I think there was a total of 10 of us and we had 3 terrific instructors on Friday night. Lindsey, Tim, and Mark presented a great class with a lot of hands on participation, interaction, explanations, and question answering. We had a break for dinner which was a terrific spread, to say the least! After dinner, we had our written test which we all passed. :woohoo1: 

We were done for the evening so we set up our tent and headed to the campfire. We couldn't join since we were in class, but a lady had given a demonstration earlier about primative fire starting. People were raving about it! The tomahawk and knife throwing class was also a new added choice this year and was a major hit!  

Lots of fun was had around the campfire. A couple of people brought their guitars and shared their musical talent(of which, I have none.) Conversations, laughter, and singing was all around. 

It wouldn't be a WWOW event without rain, lol. It started coming down and people started turning in for the evening. A few of us (diehards or fools, lol :cwm27: ) hung out before finally calling it a day.

Saturday morning, many more wild women arrived to register for the day's events and to enjoy breakfast. I know I keep mentioning food, but I'm a big fan.  There were quite a few MS particpants and instructors and it was wonderful to see everyone. Amy and I headed to the small bore pistol and rifle range with our group for the next section of our class. Our original 3 instructors were there, along with another great group of guys for a one on one instructional on the range.

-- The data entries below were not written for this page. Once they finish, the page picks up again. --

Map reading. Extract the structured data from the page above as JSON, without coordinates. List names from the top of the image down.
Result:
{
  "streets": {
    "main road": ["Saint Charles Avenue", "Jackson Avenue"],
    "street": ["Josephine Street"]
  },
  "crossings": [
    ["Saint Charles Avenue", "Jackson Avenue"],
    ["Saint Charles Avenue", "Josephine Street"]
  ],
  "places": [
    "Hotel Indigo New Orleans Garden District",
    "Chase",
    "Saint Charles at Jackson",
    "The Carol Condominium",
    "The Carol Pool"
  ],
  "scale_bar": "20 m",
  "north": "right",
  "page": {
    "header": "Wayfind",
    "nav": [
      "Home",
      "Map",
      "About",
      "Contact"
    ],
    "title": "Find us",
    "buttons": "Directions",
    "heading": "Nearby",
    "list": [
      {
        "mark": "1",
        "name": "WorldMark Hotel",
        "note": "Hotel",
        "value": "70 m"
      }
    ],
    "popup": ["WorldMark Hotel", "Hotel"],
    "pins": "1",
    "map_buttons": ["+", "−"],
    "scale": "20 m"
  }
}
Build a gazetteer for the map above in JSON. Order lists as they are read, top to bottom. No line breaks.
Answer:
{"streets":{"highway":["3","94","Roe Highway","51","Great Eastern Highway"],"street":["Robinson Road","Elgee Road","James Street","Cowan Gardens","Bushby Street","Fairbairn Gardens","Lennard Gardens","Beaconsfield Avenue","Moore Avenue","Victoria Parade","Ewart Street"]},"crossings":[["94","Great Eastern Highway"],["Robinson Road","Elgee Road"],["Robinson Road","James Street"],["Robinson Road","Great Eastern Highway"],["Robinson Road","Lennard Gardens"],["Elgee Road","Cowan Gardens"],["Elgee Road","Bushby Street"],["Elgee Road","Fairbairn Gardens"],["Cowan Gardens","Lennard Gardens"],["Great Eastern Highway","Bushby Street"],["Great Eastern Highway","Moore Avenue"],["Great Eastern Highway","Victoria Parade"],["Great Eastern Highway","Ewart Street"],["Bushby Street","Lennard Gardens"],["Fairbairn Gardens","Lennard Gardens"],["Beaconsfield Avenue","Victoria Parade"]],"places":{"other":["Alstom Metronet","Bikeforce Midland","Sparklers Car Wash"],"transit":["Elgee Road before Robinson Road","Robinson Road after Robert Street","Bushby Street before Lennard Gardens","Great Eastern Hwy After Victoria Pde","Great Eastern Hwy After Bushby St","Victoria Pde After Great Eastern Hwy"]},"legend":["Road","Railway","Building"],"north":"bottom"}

I think it would be safe to say we all loved it and can't wait to share our target sheets with our family!!!!! :bouncy: We all passed and received our certificates.  This has been a huge goal of mine for quite some time. With family life, time has been a major hurdle in achieving this but I completed it while learning a ton and had a blast in the process! 

The pasties at lunch time were excellent, along with the tons of other dishes. The afternoon classes began after lunch but I had to head home early to pick up our youngest two by the afternoon from my Mom. The older two, my husband, and my Dad were up North trout fishing since it was the only weekend that worked for them. Wished I could have stayed but it means a lot to me to see my 77 year old, dear ole Dad catch some trout.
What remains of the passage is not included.